Donnerstag, 09. September 2010

heise meldet:

Das Finanzgericht Köln hat in sieben Musterverfahren Klagen gegen die Steueridentifikationsnummer (Steuer-ID) abgewiesen. Der 2. Senat hat in den nun bekannt gegebenen Entscheidungen vom 7. Juli 2010 „erhebliche Zweifel“ an der Verfassungsmäßigkeit der Steuernummer geäußert (unter anderem 2 K 3093/08, 2 K 3986/08, 2 K 3265/08). Allerdings kam er nicht zu der Überzeugung, dass das Recht des einzelnen Bürgers auf informationelle Selbstbestimmung schwerer wiegt als das Interesse der Allgemeinheit an einer gleichmäßigen Besteuerung.

Die genannte 2 K 3265/08 war meine; insofern wird man sich denken können, dass ich im Ergebnis einigermaßen enttäuscht bin.

Erfreulich ist, dass der Senat in weiten Teilen der Argumentation der Kläger durchaus folgen konnte und bemerkt:

Ungeachtet dessen hat der Senat jedoch Bedenken daran, ob die Schwere des Eingriffs in das Recht auf informationelle Selbstbestimmung durch die Regelung der §§ 139a, 139b AO durch das Gemeinschaftsinteresse an der Gleichmäßigkeit der Besteuerung aufgewogen wird, wenngleich er diesbezüglich keine volle Überzeugung gewinnen konnte.
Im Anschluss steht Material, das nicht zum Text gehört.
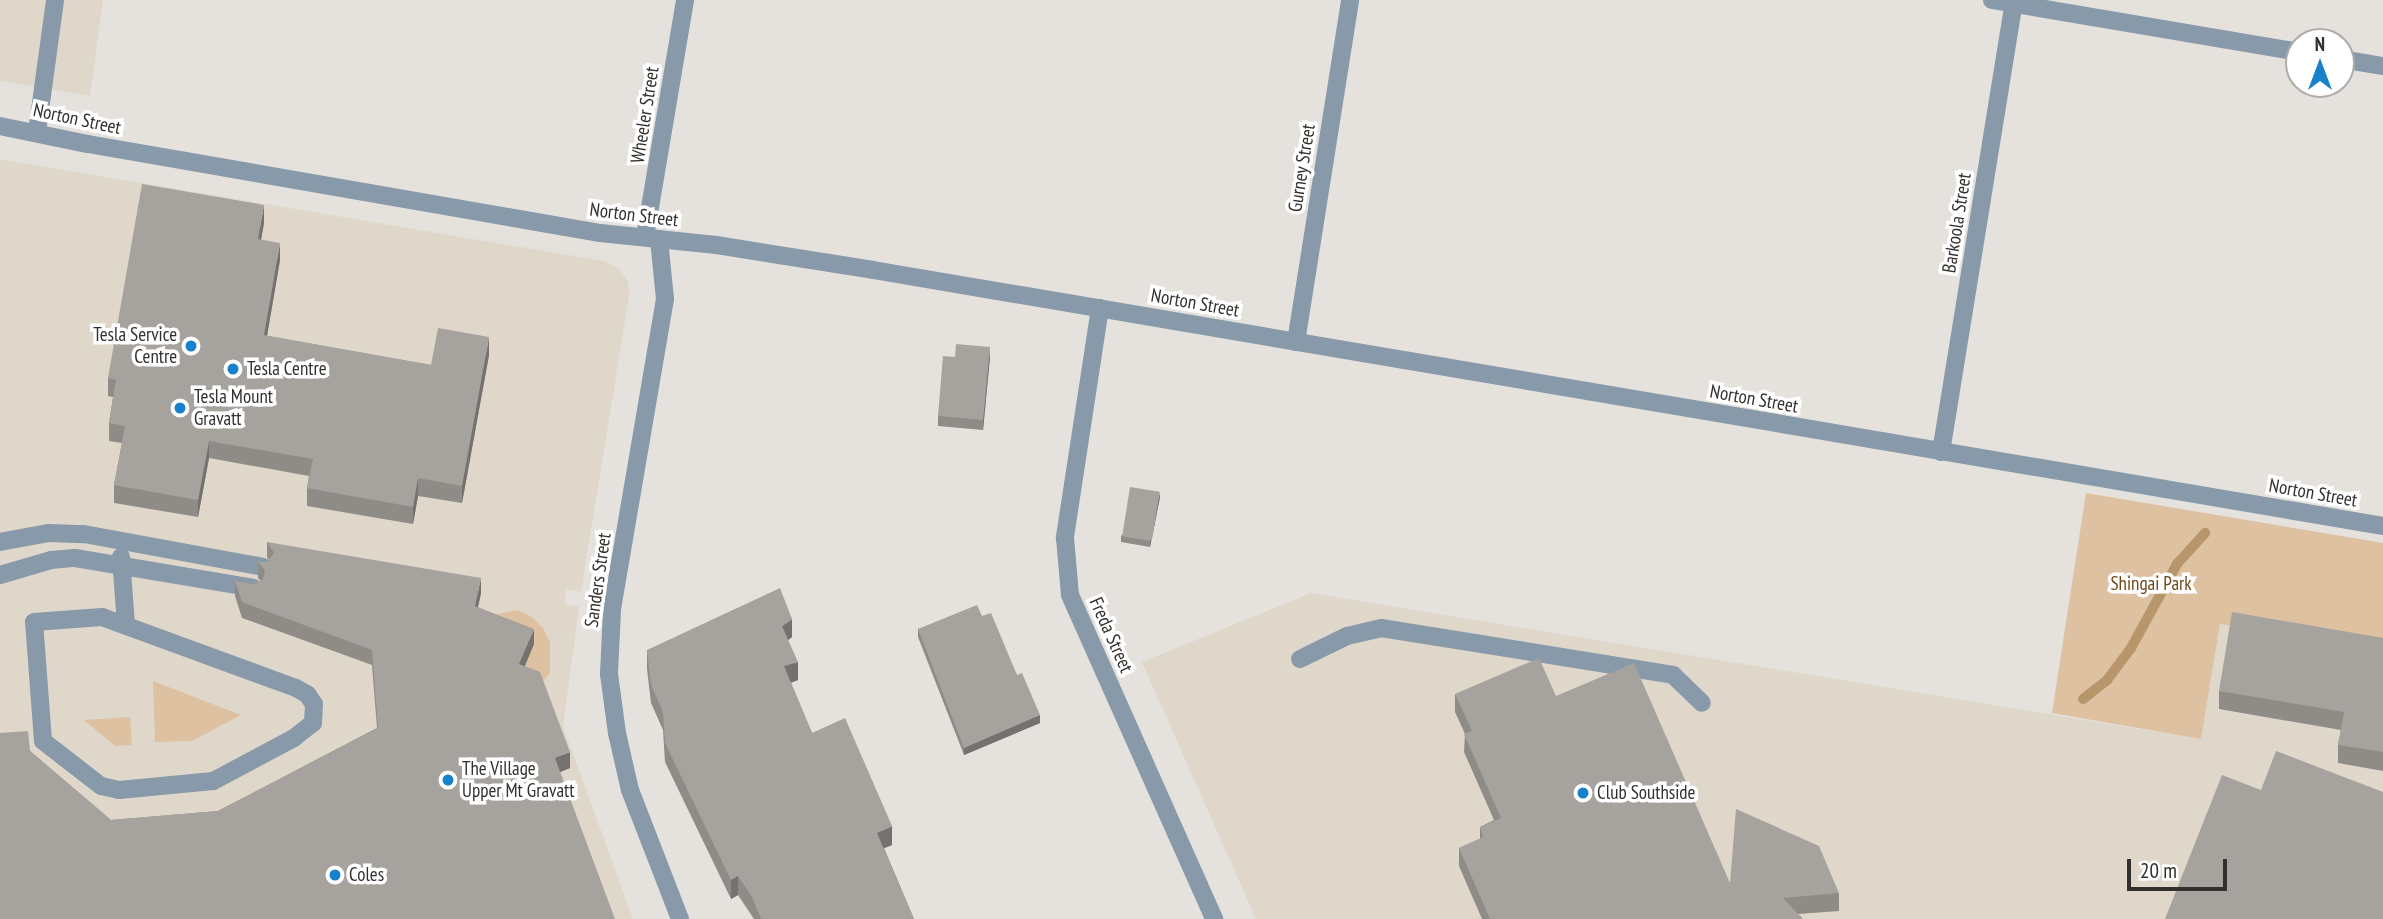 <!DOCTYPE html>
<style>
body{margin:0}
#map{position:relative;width:2383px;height:919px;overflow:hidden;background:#e5e1dc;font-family:"PT Sans Narrow",sans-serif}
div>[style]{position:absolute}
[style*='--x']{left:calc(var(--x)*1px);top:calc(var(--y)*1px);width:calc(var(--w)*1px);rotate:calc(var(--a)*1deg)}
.built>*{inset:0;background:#e0d7cb}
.green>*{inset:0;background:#ddc1a1}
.stream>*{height:10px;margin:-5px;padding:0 5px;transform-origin:5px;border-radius:5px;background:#b8966c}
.minor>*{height:18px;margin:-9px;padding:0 9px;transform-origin:9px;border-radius:9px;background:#89a}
.wall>*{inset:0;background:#8f8b87}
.shaded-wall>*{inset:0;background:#74716e}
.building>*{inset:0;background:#a6a29d;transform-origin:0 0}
.dots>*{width:19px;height:19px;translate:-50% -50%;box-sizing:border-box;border:4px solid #fff;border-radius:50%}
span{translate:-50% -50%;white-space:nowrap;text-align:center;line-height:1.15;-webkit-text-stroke:7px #fff;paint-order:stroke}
.street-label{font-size:19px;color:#32302e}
.poi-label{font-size:19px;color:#32302e}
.right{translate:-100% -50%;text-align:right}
.left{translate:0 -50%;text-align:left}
.park-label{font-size:19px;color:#6d4a18}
.north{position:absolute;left:2285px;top:28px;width:70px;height:70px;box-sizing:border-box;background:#fff;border:2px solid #adacab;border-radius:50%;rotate:0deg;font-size:19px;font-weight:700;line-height:28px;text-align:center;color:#32302e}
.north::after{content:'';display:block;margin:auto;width:24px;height:32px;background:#1881cb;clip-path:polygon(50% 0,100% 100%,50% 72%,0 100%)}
.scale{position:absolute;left:2127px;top:859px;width:100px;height:32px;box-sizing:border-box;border:4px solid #32302e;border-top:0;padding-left:9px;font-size:21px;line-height:24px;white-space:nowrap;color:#32302e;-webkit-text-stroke:5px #fff;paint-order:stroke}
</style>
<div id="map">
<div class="built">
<i style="clip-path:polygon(0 0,103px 0,90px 96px,0 81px)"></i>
<i style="clip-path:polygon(0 159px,604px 261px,618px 268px,628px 281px,629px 296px,581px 592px,567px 589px,565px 597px,565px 604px,579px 607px,563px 726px,633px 919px,6px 919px,0 820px)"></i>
<i style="clip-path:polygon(1311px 593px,2201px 739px,2220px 624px,2383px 652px,2383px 919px,1256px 919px,1142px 662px)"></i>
</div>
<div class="green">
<i style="clip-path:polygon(2086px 493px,2383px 543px,2383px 652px,2220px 624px,2201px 739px,2052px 713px)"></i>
<i style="clip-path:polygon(518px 610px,532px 617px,543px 628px,550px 642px,550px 673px,538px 687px,482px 617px)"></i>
<i style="clip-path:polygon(153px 682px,153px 681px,241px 715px,192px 741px,155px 742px)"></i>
<i style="clip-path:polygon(130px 717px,132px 745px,115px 746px,84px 720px)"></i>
</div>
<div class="stream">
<i style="--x:2083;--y:699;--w:31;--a:-38"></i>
<i style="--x:2107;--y:680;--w:40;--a:-53"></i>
<i style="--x:2131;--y:648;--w:96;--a:-61.3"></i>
<i style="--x:2177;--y:564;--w:42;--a:-47.9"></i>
</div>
<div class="minor">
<i style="--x:1992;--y:0;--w:311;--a:9.6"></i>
<i style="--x:2341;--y:59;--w:43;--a:9.5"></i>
<i style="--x:0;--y:126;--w:90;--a:11.6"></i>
<i style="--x:88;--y:144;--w:520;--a:9.86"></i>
<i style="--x:600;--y:233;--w:117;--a:5.9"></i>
<i style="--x:716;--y:245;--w:159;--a:9"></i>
<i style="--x:873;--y:270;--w:1532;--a:9.62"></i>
<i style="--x:37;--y:132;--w:133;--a:-82.2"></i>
<i style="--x:645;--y:237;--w:240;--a:-80.4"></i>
<i style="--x:659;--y:239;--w:60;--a:84.3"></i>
<i style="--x:665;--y:299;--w:315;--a:99.7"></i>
<i style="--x:612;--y:610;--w:64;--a:92.7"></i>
<i style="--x:609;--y:674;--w:60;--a:82.3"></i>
<i style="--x:617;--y:733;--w:58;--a:77.2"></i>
<i style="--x:630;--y:790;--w:138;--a:68.8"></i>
<i style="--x:1100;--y:308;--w:233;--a:98.7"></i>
<i style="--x:1065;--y:538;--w:57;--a:85"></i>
<i style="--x:1070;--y:595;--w:355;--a:66"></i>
<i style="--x:1296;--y:342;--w:346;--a:-81"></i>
<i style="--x:1941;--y:452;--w:458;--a:-80.8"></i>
<i style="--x:0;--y:542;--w:50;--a:-10.4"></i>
<i style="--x:49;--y:533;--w:35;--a:2"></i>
<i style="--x:84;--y:534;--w:182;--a:10.4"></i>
<i style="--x:121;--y:557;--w:68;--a:85.8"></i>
<i style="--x:0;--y:575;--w:53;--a:-16.4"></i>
<i style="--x:51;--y:560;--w:24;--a:-5"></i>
<i style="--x:75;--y:558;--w:181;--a:9.5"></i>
<i style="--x:102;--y:617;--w:207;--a:20.1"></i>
<i style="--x:296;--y:688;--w:13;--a:29"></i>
<i style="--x:307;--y:694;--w:12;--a:55"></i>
<i style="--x:314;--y:704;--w:19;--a:93"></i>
<i style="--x:313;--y:723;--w:24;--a:142"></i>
<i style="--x:294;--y:738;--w:92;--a:152"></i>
<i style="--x:213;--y:781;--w:94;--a:174.5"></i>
<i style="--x:119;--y:790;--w:18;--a:-167"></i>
<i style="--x:101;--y:786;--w:73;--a:-142.2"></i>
<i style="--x:43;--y:741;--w:119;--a:-94.3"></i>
<i style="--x:34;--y:622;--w:68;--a:-4.2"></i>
<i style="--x:1300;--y:659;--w:52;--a:-26.1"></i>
<i style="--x:1347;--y:636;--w:35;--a:-13"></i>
<i style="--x:1381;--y:628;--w:296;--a:9.1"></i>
<i style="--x:1673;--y:675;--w:40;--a:44"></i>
</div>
<div class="wall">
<i style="clip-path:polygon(264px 223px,261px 239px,280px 260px,267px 336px,431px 365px,489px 355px,462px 503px,418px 496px,413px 524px,307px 506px,307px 488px,309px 476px,209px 458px,198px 517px,114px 503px,114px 485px,122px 443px,109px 441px,109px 423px,113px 397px,108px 396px,108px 378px)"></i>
<i style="clip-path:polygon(955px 357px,990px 357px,983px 430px,938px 426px,938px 416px)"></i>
<i style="clip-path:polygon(1160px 497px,1150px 547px,1121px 542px,1121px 536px)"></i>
<i style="clip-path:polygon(267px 542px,481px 593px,478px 607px,534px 644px,525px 666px,570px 768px,560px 772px,0 919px,30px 751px,111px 820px,218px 811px,377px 728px,372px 665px,242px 618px,235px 596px,235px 581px,253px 584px,261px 581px,258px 578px,258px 562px,267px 562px,269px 560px,267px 557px)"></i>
<i style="clip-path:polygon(982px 616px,1017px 675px,1040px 723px,964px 755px,918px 637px,918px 629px)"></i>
<i style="clip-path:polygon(792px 637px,788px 640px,798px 680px,791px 683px,812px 733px,892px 845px,884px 848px,914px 919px,754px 919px,738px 895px,731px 899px,665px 762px,663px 730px,651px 703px,647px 669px,647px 650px)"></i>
<i style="clip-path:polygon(2383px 638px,2383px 771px,2338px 763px,2338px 745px,2341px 730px,2219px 709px,2219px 691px)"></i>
<i style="clip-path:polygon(1455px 694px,1556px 696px,1730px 883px,1839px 893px,1839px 911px,1798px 914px,1803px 919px,1482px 919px,1459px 866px,1459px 848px,1480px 839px,1480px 827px,1494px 820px,1464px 752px,1465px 734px,1455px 712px)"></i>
</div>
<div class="shaded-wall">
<i style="clip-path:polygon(264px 205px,264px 223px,258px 256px,258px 239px)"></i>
<i style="clip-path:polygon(280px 243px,280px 260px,264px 353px,264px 335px)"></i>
<i style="clip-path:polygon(489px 337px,489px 355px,462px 503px,462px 486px)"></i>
<i style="clip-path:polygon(990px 347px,990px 357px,983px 430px,983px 420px)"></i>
<i style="clip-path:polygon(209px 441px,209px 458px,198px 517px,198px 500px)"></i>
<i style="clip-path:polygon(418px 478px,418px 496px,413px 524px,413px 507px)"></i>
<i style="clip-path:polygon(1160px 492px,1160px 497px,1150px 547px,1150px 542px)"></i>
<i style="clip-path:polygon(481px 578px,481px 593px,475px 621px,475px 606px)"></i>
<i style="clip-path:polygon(792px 619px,792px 637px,782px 645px,782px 626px)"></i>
<i style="clip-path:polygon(534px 629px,534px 644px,519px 679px,519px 664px)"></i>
<i style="clip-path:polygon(798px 662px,798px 680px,784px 685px,784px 666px)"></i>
<i style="clip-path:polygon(1040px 715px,1040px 723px,964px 755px,964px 748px)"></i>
<i style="clip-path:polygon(570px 752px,570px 768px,555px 774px,555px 758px)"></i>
<i style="clip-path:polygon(892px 826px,892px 845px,877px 851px,877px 833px)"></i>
<i style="clip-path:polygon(738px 876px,738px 895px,731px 899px,731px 880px)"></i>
</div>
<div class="building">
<i style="clip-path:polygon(142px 184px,264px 205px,258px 239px,280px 243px,264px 335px,431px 365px,438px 328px,489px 337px,462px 486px,418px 478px,413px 507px,307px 488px,313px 459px,209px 441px,198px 500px,114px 485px,125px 426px,109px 423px,116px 380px,108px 378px)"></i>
<i style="clip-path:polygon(956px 344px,990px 347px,983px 420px,938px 416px,943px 356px,955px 357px)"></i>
<i style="left:1130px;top:487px;width:30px;height:50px;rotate:9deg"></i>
<i style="clip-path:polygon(267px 542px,481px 578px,475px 606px,534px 629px,519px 664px,540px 672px,570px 752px,555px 758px,615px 919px,0 919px,0 733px,28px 731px,30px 751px,111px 820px,218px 811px,378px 728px,372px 650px,242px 602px,235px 581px,253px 584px,263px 579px,265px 570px,258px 562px,267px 562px,274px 553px)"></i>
<i style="clip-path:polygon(780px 588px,792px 619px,782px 626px,798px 662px,784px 666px,812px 733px,845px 718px,892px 826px,877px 833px,914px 919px,761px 919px,752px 897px,738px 876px,731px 880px,665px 743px,663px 712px,651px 685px,647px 650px)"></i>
<i style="clip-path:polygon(977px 605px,982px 616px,991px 613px,1017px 675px,1022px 673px,1040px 715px,964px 748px,918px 629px)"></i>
<i style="clip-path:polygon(2232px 612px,2383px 638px,2383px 752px,2338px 745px,2344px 712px,2219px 691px)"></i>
<i style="clip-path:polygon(1539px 658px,1556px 696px,1634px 663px,1730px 883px,1736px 809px,1819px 846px,1839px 893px,1783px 898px,1803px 919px,1490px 919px,1459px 848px,1483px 837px,1480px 827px,1501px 818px,1464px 734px,1472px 731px,1455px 694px)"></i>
<i style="clip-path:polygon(2276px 751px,2383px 792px,2383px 919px,2165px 919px,2222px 775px,2261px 790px)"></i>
</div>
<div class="dots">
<i style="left:191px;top:346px;background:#1881cb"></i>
<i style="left:233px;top:369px;background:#1881cb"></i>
<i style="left:180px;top:408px;background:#1881cb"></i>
<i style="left:448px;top:780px;background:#1881cb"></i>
<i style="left:1583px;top:793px;background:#1881cb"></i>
<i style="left:335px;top:875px;background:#1881cb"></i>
</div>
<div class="street-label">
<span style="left:645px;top:115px;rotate:-81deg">Wheeler Street</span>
<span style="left:77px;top:119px;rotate:12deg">Norton Street</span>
<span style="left:1302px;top:168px;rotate:-81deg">Gurney Street</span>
<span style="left:634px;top:215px;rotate:7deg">Norton Street</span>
<span style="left:1957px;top:223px;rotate:-81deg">Barkoola Street</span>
<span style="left:1195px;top:303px;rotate:10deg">Norton Street</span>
<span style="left:1754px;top:399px;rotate:10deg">Norton Street</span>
<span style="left:2313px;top:493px;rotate:10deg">Norton Street</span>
<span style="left:598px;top:580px;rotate:-82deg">Sanders Street</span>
<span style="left:1111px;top:635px;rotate:66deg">Freda Street</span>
</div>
<div class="poi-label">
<span class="right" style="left:177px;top:346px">Tesla Service<br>Centre</span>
<span class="left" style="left:247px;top:369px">Tesla Centre</span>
<span class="left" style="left:194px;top:408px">Tesla Mount<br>Gravatt</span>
<span class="left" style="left:462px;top:780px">The Village<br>Upper Mt Gravatt</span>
<span class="left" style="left:1597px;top:793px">Club Southside</span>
<span class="left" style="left:349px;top:875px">Coles</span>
</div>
<div class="park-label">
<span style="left:2151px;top:584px">Shingai Park</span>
</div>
<div class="north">N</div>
<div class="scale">20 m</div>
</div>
So begründet die Schaffung der steuerlichen Identifikationsnummer die Gefahr der Bildung eines „großen“ zentralen Datenpools durch den Staat.

[…]

Und diese Datenpools können mitunter auch Rückschlüsse auf Tatsachen zulassen, die keinen unmittelbaren steuerlichen Bezug haben. So können z.B. aus der Höhe des Krankenversicherungsbeitrags Rückschlüsse auf den Gesundheitszustand des Versicherungsnehmers oder gar dessen Ehefrau oder dessen Kinder gezogen werden […]

Zwar hat der Gesetzgeber die Bildung weiterer Datenpools unter der Steueridentifikationsnummer mit der Regelung des § 139b Abs. 2 Satz 2 Nr. 2 AO auf ein Minimum beschränkt, […]. Jedoch ändert dies nichts daran, dass – wenn auch auf ein bestimmtes Minimum beschränkt – weitere nach Steueridentifikationsnummern geordnete Datenpools entstehen, die möglicherweise miteinander vernetzt werden könnten.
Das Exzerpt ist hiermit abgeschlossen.